Hoosier woman beats breast cancer thanks to early detection; here’s what to know


One in eight women in the U.S. will develop breast cancer over the course of her lifetime, a statistic that became all too real for Holly Daugherty when she was diagnosed last year.

“This process has made me sift through the important things and the unimportant things in life,” Daugherty said.

‘Breast Cancer’ were two words Daugherty knew well.

She watched her grandmother lose her battle — and then older sister received her diagnosis in September of 2020.

“By the time we found out until she passed, it was two months,” Daugherty said.

Losing her sister, only 44, encouraged Holly to get tested for the BRCA gene.

Sometimes, the gene can mutate, which can raise a person’s risk for breast, ovarian and other cancers.

“My results were positive and so that started while I’m dealing with her funeral.,” Daugherty said.

As she buried her sister, Holly simultaneously scheduled a hysterectomy and mastectomy out of caution.

Before those could happen, she got her own breast cancer diagnosis.

“From November’s MRI of the breast until January, I grew cancer,” Daugherty said.

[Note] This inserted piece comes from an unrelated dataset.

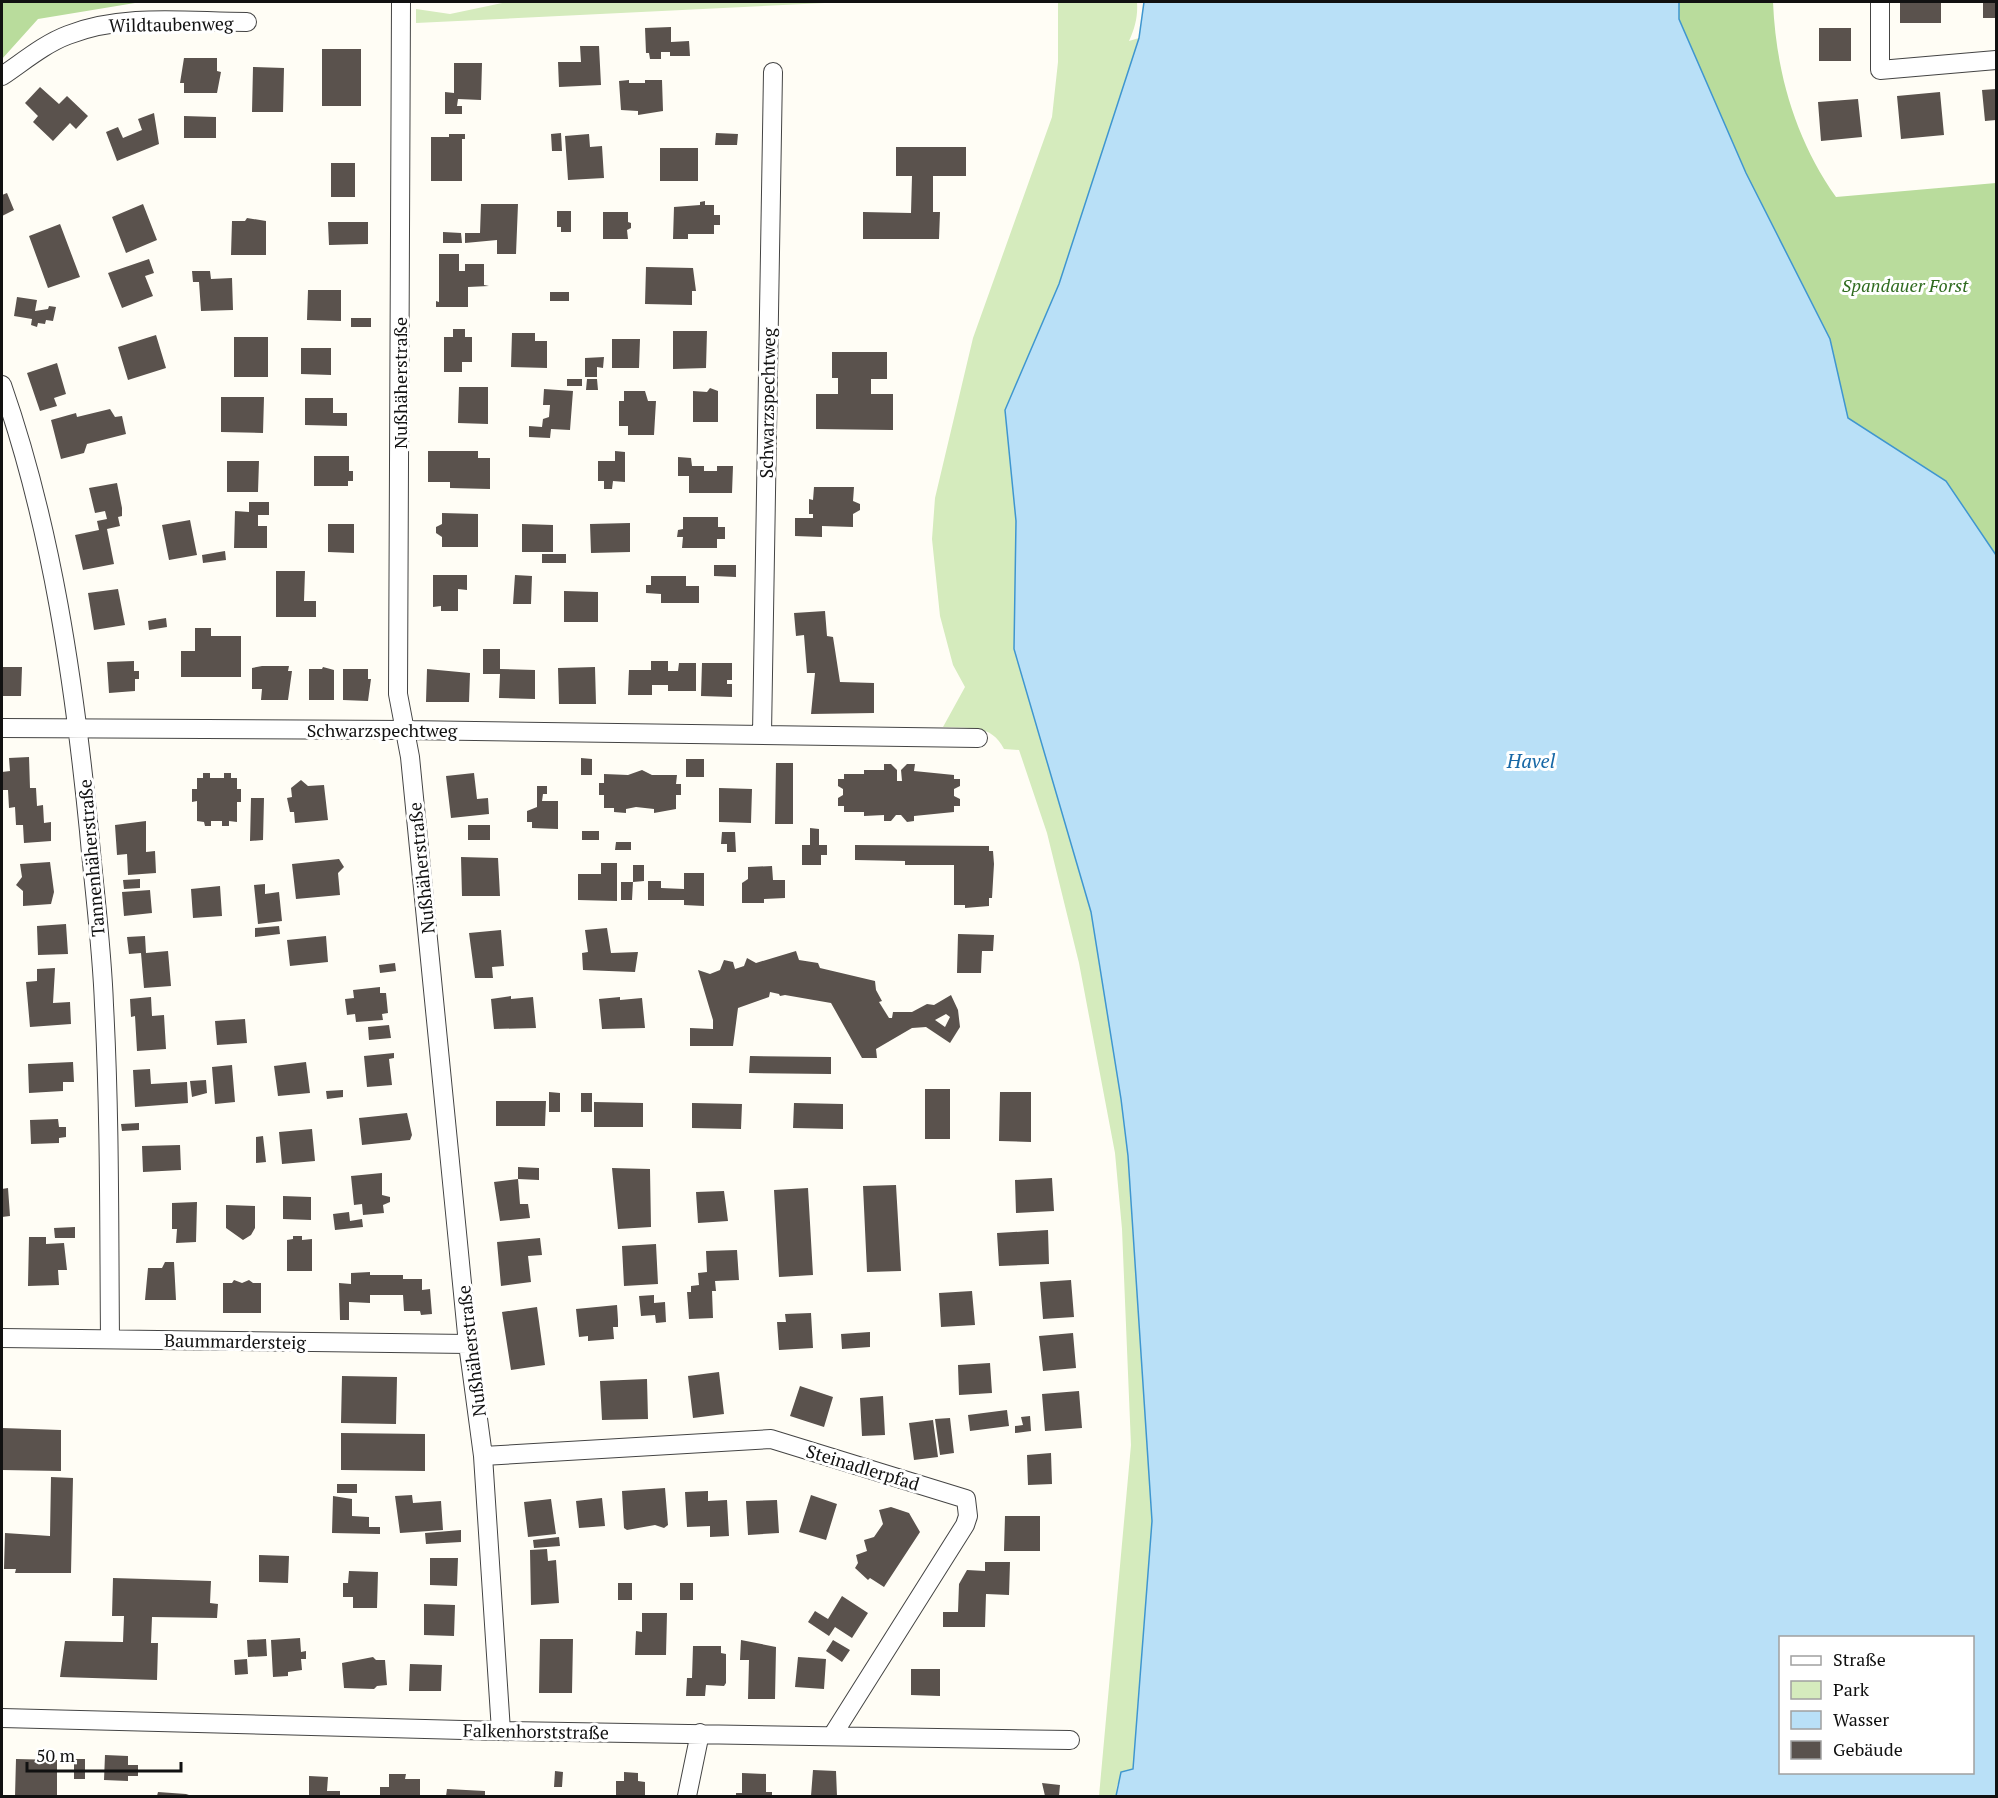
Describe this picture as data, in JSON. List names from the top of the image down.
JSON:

Thanks to early detection, holly’s prognosis was good. Now she’s in remission and shares her story to teach others about hereditary cancers.

“There’s no greater gift I’ve been given then this knowledge,” Daugherty said.

She encouraged her family members to get tested for the BRCA gene and all tested positive.

“Getting an evaluation of my genes is the only thing that saved my life, and the lives of my entire family,” Daugherty said.

“Taking care of your body takes care of your breast health as well,” said Dr. Lauren Harry, a clinical breast imaging specialist with IU Health.

She says women should receive yearly mammograms starting at age 40.

“As long as women are in good health, getting a mammogram yearly is one of the most important things women can do keep themselves healthy,” Dr. Harry said.

If there is a history of breast cancer, Dr. Harry encourages patients to undergo genetic testing.

The result could save your life.

“Early intervention has changed the trajectory of my entire future,” Daugherty said.